[Data extracted from a collection]
-*-*-

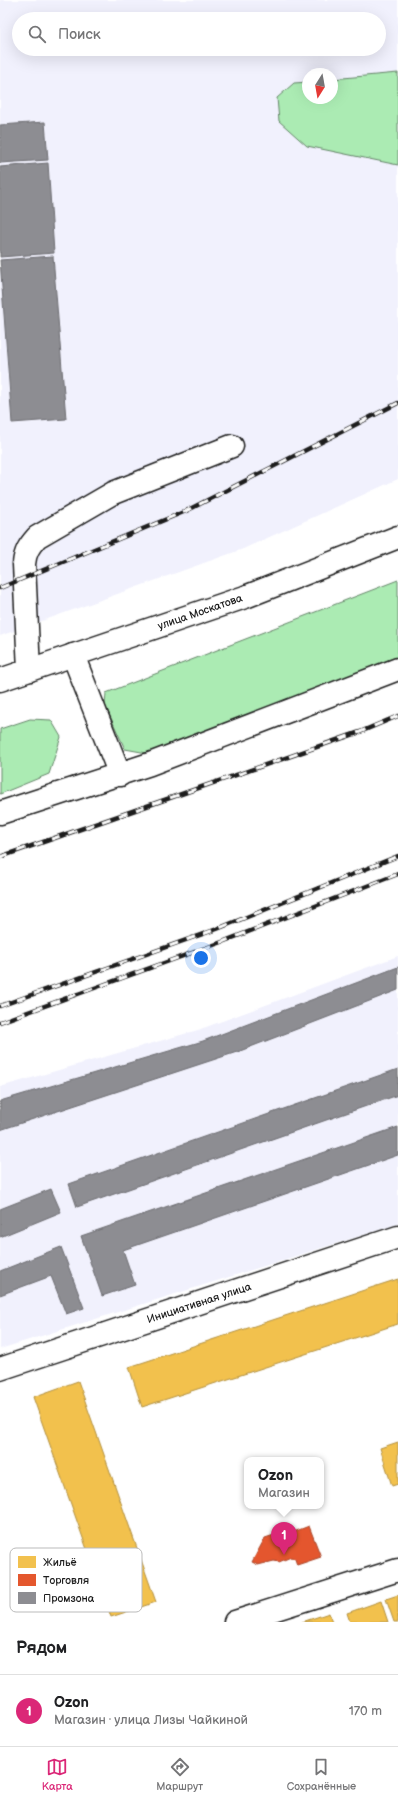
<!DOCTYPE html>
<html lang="ru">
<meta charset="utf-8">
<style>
body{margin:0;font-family:"Balsamiq Sans",sans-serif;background:#f6f6f6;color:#202124}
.compass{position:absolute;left:302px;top:68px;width:36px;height:36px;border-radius:50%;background:#fff;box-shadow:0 4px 16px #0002;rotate:191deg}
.you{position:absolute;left:201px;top:958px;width:14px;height:14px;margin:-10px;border:3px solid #fff;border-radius:50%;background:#1a73e8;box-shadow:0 0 0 6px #1a73e833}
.badge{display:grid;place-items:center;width:26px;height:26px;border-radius:50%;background:#db2777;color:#fff;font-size:13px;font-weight:700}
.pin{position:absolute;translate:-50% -33px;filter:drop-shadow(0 1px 2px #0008)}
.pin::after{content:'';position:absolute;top:21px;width:14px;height:12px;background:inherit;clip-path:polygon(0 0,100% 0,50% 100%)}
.popup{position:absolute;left:244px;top:1457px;width:80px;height:52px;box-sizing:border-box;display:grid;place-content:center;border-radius:8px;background:#fff;filter:drop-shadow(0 1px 3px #0005);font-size:13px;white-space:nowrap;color:#757577}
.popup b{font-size:15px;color:#202124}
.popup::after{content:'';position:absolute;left:50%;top:100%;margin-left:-8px;border:8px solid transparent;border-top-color:#fff}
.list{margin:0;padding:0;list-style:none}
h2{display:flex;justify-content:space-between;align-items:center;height:52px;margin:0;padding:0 16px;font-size:17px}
h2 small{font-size:13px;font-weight:400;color:#757577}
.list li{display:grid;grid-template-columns:26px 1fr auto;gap:12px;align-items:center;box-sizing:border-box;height:72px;padding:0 16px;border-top:1px solid #e0e0e0}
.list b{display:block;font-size:15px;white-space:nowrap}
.list p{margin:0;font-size:13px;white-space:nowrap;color:#757577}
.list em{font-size:13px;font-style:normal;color:#757577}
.icon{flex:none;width:22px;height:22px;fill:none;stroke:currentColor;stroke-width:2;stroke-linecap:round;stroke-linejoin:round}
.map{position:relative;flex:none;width:398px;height:1622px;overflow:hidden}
.search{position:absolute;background:#fff;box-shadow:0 4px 16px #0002;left:12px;right:12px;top:12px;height:44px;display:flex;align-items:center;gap:10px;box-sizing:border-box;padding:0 14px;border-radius:22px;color:#757577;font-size:15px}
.sheet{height:124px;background:#fff}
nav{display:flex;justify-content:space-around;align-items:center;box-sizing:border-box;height:56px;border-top:1px solid #e0e0e0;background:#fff;font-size:11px;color:#757577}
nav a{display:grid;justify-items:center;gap:2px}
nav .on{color:#db2777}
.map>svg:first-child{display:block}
.built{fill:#f1f1fd;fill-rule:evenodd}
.green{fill:#abebb3;stroke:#648468}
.homes{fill:#f2c14e;stroke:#b2903f}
.shops{fill:#e4572e;stroke:#a84529}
.industry{fill:#8d8d92;stroke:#6b6b6f}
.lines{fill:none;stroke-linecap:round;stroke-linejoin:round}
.minor-casing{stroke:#1c1c1c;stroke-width:25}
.major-casing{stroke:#1c1c1c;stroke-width:25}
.minor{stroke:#fff;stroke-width:22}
.major{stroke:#fff;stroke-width:22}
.rail-casing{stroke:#1c1c1c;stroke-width:4.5}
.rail{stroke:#fff;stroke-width:3;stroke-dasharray:9;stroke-linecap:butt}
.labels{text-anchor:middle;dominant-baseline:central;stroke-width:4;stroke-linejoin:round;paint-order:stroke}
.street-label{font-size:11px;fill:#1c1c1c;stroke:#fff}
.key{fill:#fff;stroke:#bbb;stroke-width:1}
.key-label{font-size:11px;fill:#1c1c1c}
</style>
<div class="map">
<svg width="398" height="1622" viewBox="0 0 398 1622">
<rect width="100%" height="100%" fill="#fff"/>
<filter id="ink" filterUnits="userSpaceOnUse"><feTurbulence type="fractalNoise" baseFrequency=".025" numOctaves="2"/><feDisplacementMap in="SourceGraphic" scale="8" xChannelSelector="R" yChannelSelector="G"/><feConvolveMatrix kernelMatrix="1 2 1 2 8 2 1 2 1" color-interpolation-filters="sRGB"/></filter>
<g filter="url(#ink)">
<path class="built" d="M 0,0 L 398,0 L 398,479 L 243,549 L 0,636 ZM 19,19 L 379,19 L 379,49 L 19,49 ZM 308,74 L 332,74 L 332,98 L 308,98 Z
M 398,956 L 398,1224 L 0,1349 L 0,1087 L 198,1030 Z"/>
<path class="green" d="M 398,73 L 398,165 L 307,146 L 279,121 L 277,98 L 294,83 L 308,82 L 308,98 L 332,98 L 332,79 Z
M 398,580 L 398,670 L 147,753 L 125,749 L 105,705 L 106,693 Z
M 30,719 L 51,720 L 61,737 L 49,774 L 0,794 L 0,729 Z"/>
<path class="homes" d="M 398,1279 L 398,1324 L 142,1407 L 129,1367 Z
M 78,1381 L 156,1602 L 111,1617 L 33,1397 Z
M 398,1442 L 398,1484 L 392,1486 L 380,1448 Z
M 398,1595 L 398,1622 L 394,1622 L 386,1599 Z
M 381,1601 L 388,1622 L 350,1622 L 347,1613 Z
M 329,1613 L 332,1622 L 302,1622 Z"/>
<path class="shops" d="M 309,1526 L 321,1557 L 297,1565 L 295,1559 L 291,1557 L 279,1562 L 274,1561 L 258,1565 L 252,1562 L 265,1538 L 286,1531 L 291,1533 Z"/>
<path class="industry" d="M 45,122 L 48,160 L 0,163 L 0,125 Z
M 48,163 L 54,253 L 0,257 L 0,167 Z
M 53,256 L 66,419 L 12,423 L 0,260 Z
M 398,967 L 398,990 L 240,1051 L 0,1130 L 0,1101 L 203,1041 Z
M 398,1069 L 398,1095 L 77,1207 L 69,1184 Z
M 398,1127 L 398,1155 L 123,1250 L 135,1285 L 102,1296 L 81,1236 Z
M 51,1189 L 61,1212 L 0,1237 L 0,1209 Z
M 61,1247 L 84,1308 L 66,1314 L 51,1276 L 0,1295 L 0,1271 Z"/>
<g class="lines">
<g class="minor-casing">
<path id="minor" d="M 73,655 L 120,775
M 29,670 L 24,564 C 25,552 29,546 37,537 L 113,493 L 232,446
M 0,813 L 150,764 L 398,669
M 0,1369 L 398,1237"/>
</g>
<g class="major-casing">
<path id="major" d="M 0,680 L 245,597 L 398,537
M 235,1622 L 398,1570"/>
</g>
<use href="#minor" class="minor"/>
<use href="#major" class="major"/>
<g class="rail-casing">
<path id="rail" d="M 0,588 L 186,511 L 398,403
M 0,857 L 360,732 L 398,716
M 0,1006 L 217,929 L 398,856
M 0,1022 L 222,942 L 398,874"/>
</g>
<use href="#rail" class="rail"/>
</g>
</g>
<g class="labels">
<g class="street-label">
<text transform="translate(200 612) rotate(-19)">улица Москатова</text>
<text transform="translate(199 1303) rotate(-18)">Инициативная улица</text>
</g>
</g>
<rect x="10" y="1548" width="132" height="64" rx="6" class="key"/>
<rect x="18" y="1556" width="18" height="12" fill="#f2c14e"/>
<rect x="18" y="1574" width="18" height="12" fill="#e4572e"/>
<rect x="18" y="1592" width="18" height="12" fill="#8d8d92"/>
<g class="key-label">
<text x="43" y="1566">Жильё</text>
<text x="43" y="1584">Торговля</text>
<text x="43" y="1602">Промзона</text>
</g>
</svg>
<svg class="compass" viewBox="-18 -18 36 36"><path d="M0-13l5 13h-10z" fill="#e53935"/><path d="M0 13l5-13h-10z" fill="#757577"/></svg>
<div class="you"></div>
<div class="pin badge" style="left:284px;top:1555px">1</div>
<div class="popup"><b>Ozon</b>Магазин</div>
<div class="search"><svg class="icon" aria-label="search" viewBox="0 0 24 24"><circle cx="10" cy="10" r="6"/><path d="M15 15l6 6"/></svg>Поиск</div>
</div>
<section class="sheet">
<h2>Рядом<small></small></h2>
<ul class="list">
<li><span class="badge">1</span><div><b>Ozon</b><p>Магазин · улица Лизы Чайкиной</p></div><em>170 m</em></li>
</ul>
</section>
<nav>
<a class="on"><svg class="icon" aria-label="map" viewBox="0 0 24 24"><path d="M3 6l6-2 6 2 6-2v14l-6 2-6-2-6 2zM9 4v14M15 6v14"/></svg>Карта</a>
<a><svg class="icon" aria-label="directions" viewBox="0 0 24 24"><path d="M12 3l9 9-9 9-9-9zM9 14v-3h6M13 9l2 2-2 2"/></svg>Маршрут</a>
<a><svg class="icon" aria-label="saved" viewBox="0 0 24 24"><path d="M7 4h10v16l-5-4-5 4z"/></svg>Сохранённые</a>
</nav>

-*-*-

*Work to be completed*
The answer must be every line of the entries that includes the word "compass".

*Response area*
.compass{position:absolute;left:302px;top:68px;width:36px;height:36px;border-radius:50%;background:#fff;box-shadow:0 4px 16px #0002;rotate:191deg}
<svg class="compass" viewBox="-18 -18 36 36"><path d="M0-13l5 13h-10z" fill="#e53935"/><path d="M0 13l5-13h-10z" fill="#757577"/></svg>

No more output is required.